Nice summary tbh. The longer this goes on, the more people pile into leverage. It’s not getting better, it’s getting MUCH worse.
The funny thing is people will be outraged if a correction comes. Like they gained $200g’s in 2 years….the market corrects let’s say 10-15% …and they’ll be outraged that they lost “thousands of dollars of hard-earned equity”…..
Like any good dealer, it’s important to make sure your client can cover their debts. No one wants the supply back.
Spoken like a true expert, I see.
I’m always surprised everyone says they couldn’t see prices rising 50% in a year, but they definitely know it can’t fall 50%.
Those are usually the same people that don’t realize you need a 33% drop to eliminate a 50% climb in asset prices. Not 50%. 😉
Man those posts bug me the most, where people can’t even understand basic percentage movements hehe
If a home anywhere in the country can rise 50% in a few months, and it was a few months because prices only really took off last October, they can collapse in a few years.
If the government is wrong, they’re going to have to deal with a lot of problems they didn’t anticipate.
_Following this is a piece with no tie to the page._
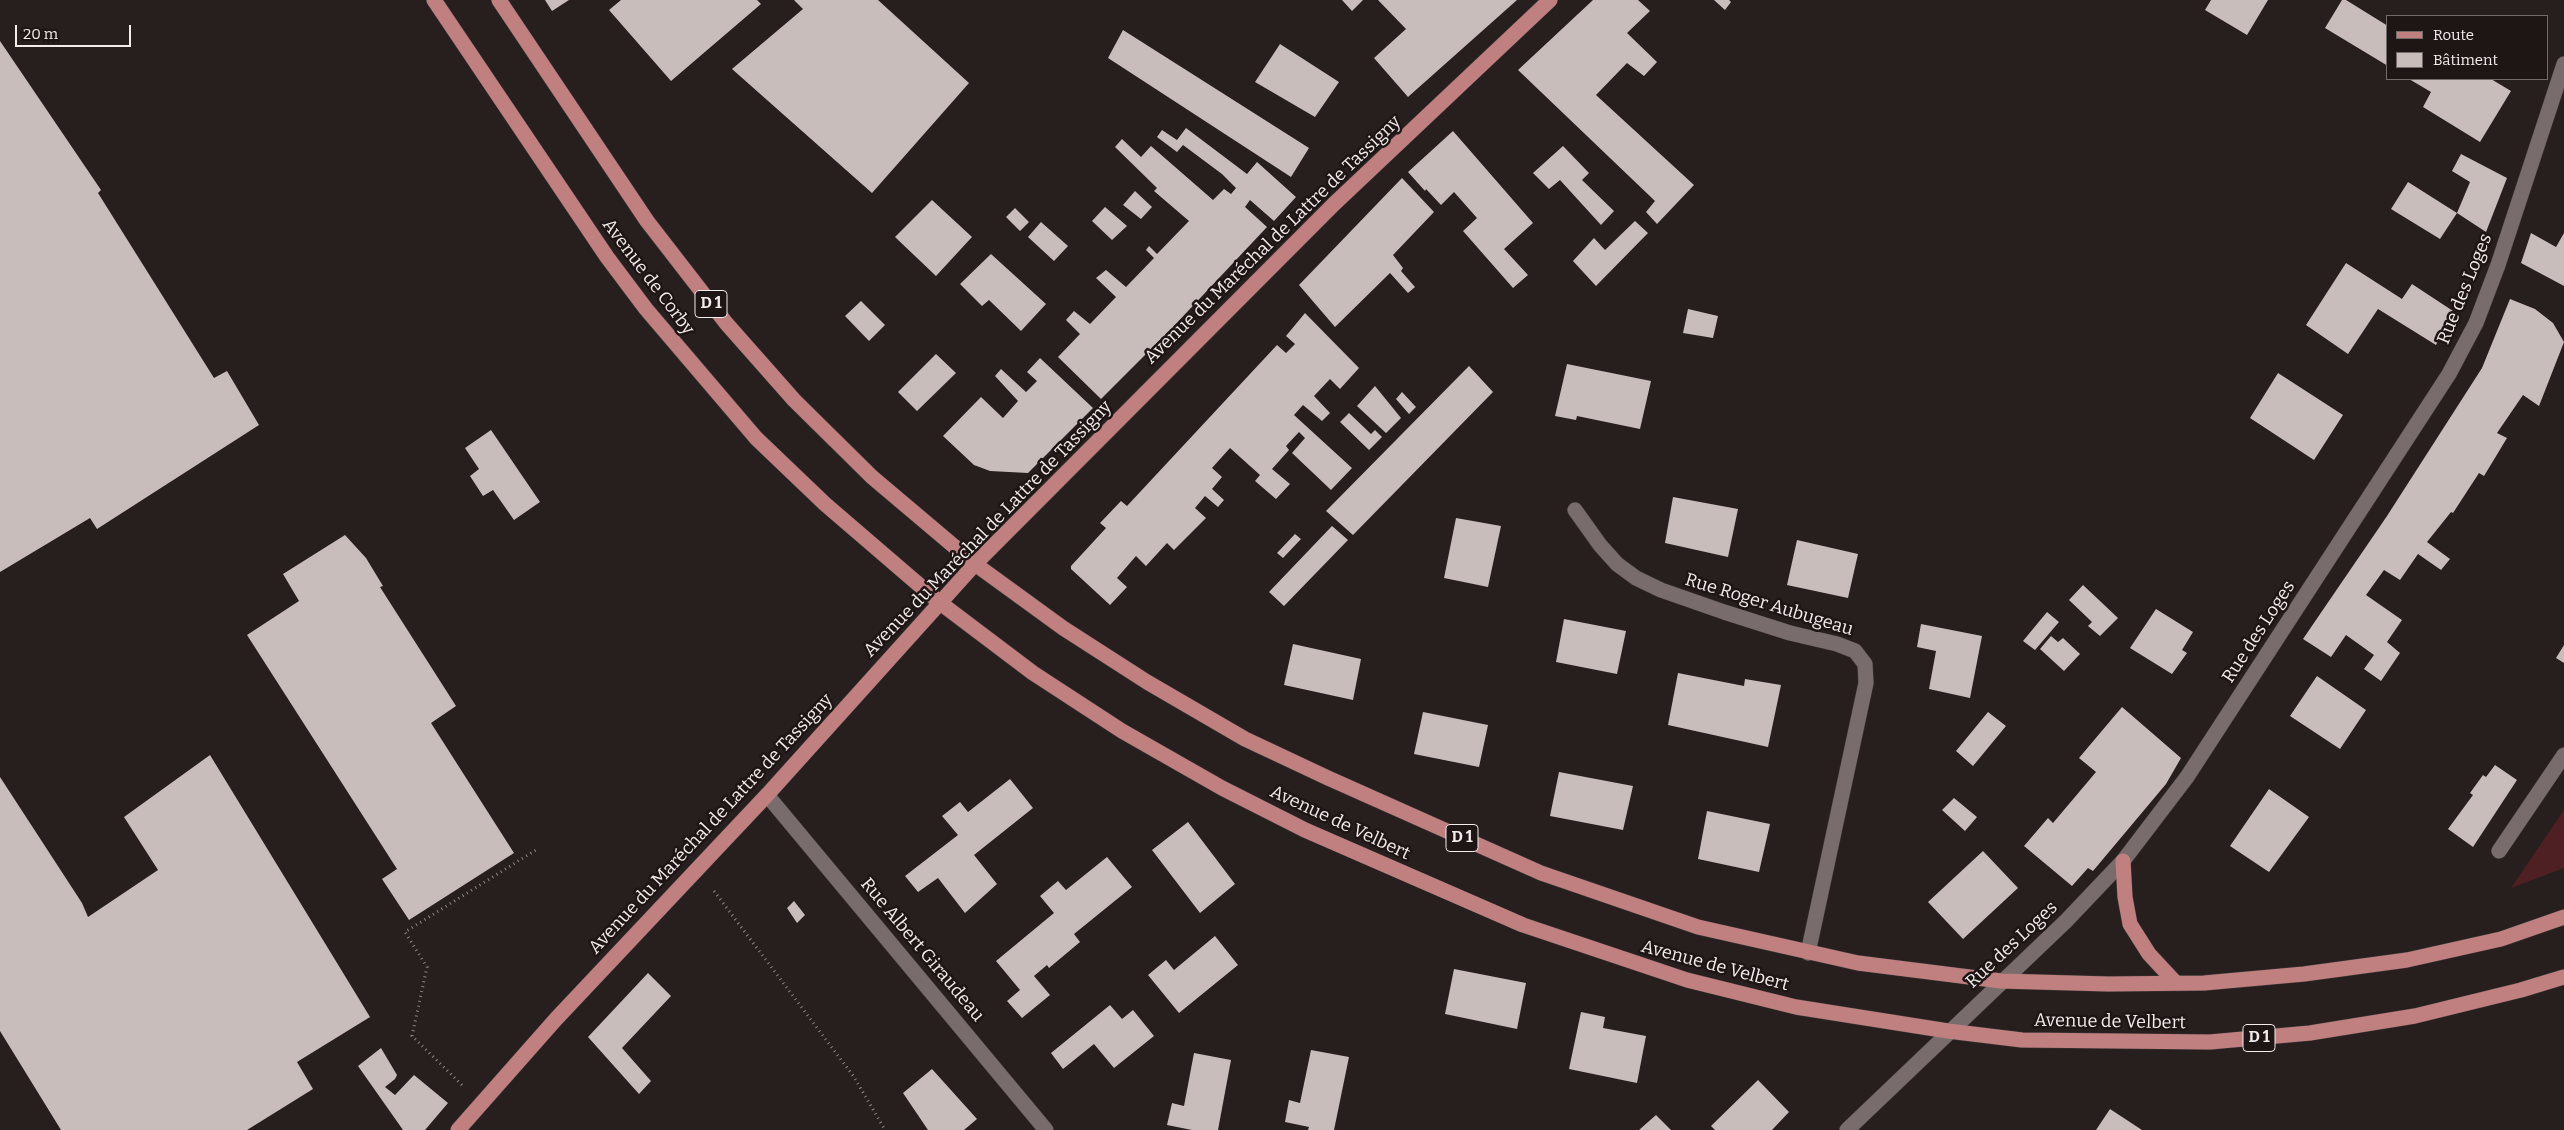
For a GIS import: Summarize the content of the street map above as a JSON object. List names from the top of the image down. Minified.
{"streets":{"main road":["Avenue du Maréchal de Lattre de Tassigny","Avenue de Corby","D 1","Avenue de Velbert"],"street":["Rue des Loges","Rue Roger Aubugeau","Rue Albert Giraudeau"]},"crossings":[["Avenue du Maréchal de Lattre de Tassigny","Avenue de Corby"],["Avenue du Maréchal de Lattre de Tassigny","Avenue de Velbert"],["Avenue du Maréchal de Lattre de Tassigny","Rue Albert Giraudeau"],["Avenue de Corby","Avenue de Velbert"],["Rue des Loges","Avenue de Velbert"],["Rue Roger Aubugeau","Avenue de Velbert"]],"legend":["Route","Bâtiment"],"scale_bar":"20 m"}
Yeah but governments operate in short term cycles. If the economy looks good, so do we. There’s no tomorrow!
Yawn… cosmetic changes to mollify the middle class “losers”. They’d sooner fund the hyper leveraged because *wink wink BoC/ Canada is going to step in to bail out the banks. Does anyone doubt that Canada would bail out the banks in case of a serious correction?
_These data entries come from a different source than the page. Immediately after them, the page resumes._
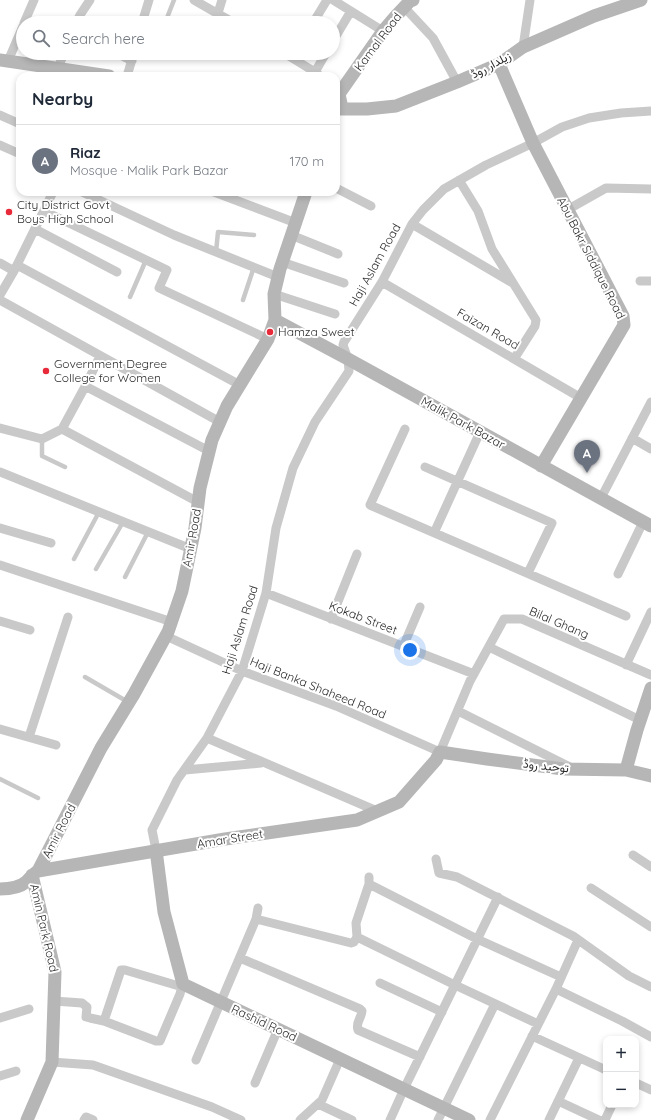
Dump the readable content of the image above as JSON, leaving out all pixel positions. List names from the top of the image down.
{
  "streets": {
    "street": [
      "Kamal Road",
      "زیلدار روڈ",
      "Abu Bakr Siddique Road",
      "Haji Aslam Road",
      "Faizan Road",
      "Malik Park Bazar",
      "Amir Road",
      "Kokab Street",
      "Bilal Ghang",
      "Haji Banka Shaheed Road",
      "توحید روڈ",
      "Amar Street",
      "Amin Park Road",
      "Rashid Road"
    ]
  },
  "crossings": [
    ["زیلدار روڈ", "Abu Bakr Siddique Road"],
    ["Abu Bakr Siddique Road", "Haji Aslam Road"],
    ["Abu Bakr Siddique Road", "Faizan Road"],
    ["Abu Bakr Siddique Road", "Malik Park Bazar"],
    ["Haji Aslam Road", "Faizan Road"],
    ["Haji Aslam Road", "Malik Park Bazar"],
    ["Haji Aslam Road", "Kokab Street"],
    ["Haji Aslam Road", "Haji Banka Shaheed Road"],
    ["Haji Aslam Road", "Amar Street"],
    ["Malik Park Bazar", "Amir Road"],
    ["Amir Road", "Haji Banka Shaheed Road"],
    ["Amir Road", "Amar Street"],
    ["Amir Road", "Amin Park Road"],
    ["Kokab Street", "Bilal Ghang"],
    ["Bilal Ghang", "Haji Banka Shaheed Road"],
    ["Bilal Ghang", "توحید روڈ"],
    ["Bilal Ghang", "Amar Street"],
    ["Haji Banka Shaheed Road", "توحید روڈ"],
    ["Haji Banka Shaheed Road", "Amar Street"],
    ["توحید روڈ", "Amar Street"],
    ["Amar Street", "Amin Park Road"]
  ],
  "places": ["City District Govt Boys High School", "Hamza Sweet", "Government Degree College for Women"],
  "page": {
    "search": "Search here",
    "heading": "Nearby",
    "list": [
      {
        "mark": "A",
        "name": "Riaz",
        "note": "Mosque · Malik Park Bazar",
        "value": "170 m"
      }
    ],
    "pins": "A",
    "map_buttons": ["+", "−"]
  }
}
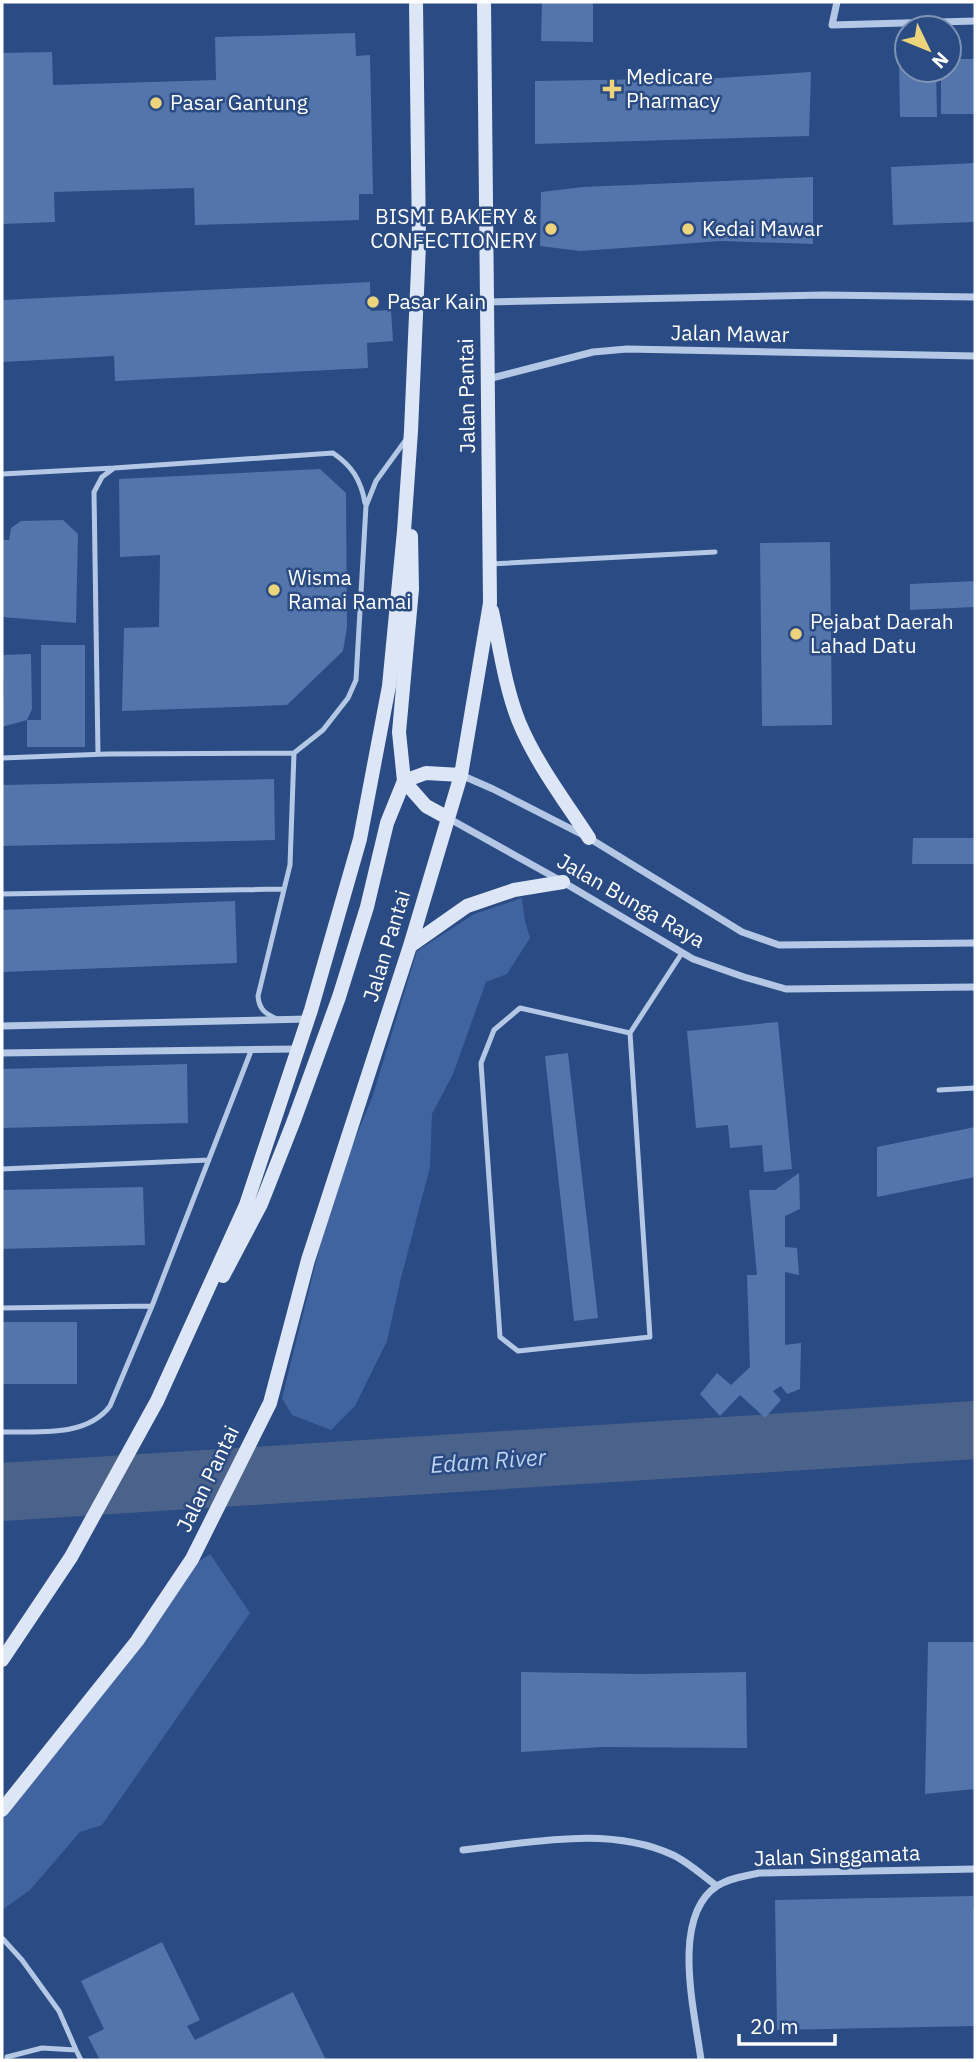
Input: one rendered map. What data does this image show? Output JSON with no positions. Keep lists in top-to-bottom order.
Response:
{
  "streets": {
    "street": [
      "Jalan Mawar",
      "Jalan Pantai",
      "Jalan Bunga Raya",
      "Jalan Singgamata"
    ]
  },
  "crossings": [
    ["Jalan Mawar", "Jalan Pantai"],
    ["Jalan Pantai", "Jalan Bunga Raya"]
  ],
  "water": ["Edam River"],
  "places": {
    "health": ["Medicare Pharmacy"],
    "other": [
      "Pasar Gantung",
      "BISMI BAKERY & CONFECTIONERY",
      "Kedai Mawar",
      "Pasar Kain",
      "Wisma Ramai Ramai",
      "Pejabat Daerah Lahad Datu"
    ]
  },
  "scale_bar": "20 m",
  "north": "bottom right"
}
The banks are reporting record profits (again) and comfortable with the risk on lending billions to over-leveraged home-buyers.
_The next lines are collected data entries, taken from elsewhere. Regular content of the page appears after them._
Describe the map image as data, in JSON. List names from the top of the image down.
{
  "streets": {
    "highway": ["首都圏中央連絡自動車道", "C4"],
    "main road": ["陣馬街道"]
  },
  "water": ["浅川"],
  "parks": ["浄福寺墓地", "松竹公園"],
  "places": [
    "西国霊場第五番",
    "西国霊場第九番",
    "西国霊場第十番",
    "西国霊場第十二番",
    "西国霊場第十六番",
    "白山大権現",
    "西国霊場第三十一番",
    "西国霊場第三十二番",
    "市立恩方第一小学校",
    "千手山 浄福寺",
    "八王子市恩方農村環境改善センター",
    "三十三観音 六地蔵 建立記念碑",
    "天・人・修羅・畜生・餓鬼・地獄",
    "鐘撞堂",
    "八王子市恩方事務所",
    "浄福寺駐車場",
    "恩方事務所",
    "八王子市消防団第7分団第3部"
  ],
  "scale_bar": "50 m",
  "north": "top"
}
Fact 1….we need a strong banking system. Fact 2…..banks exist for making profits. Fact 3…..Governments and Central Banks regulate and influence the banking system to ensure a strong, balanced, sustainable growth economic environment.
If it goes to hell…..who’s fault is it?
I have to agree in part with Sn. In this day and age of massive government bailout, big banks have less to worry about.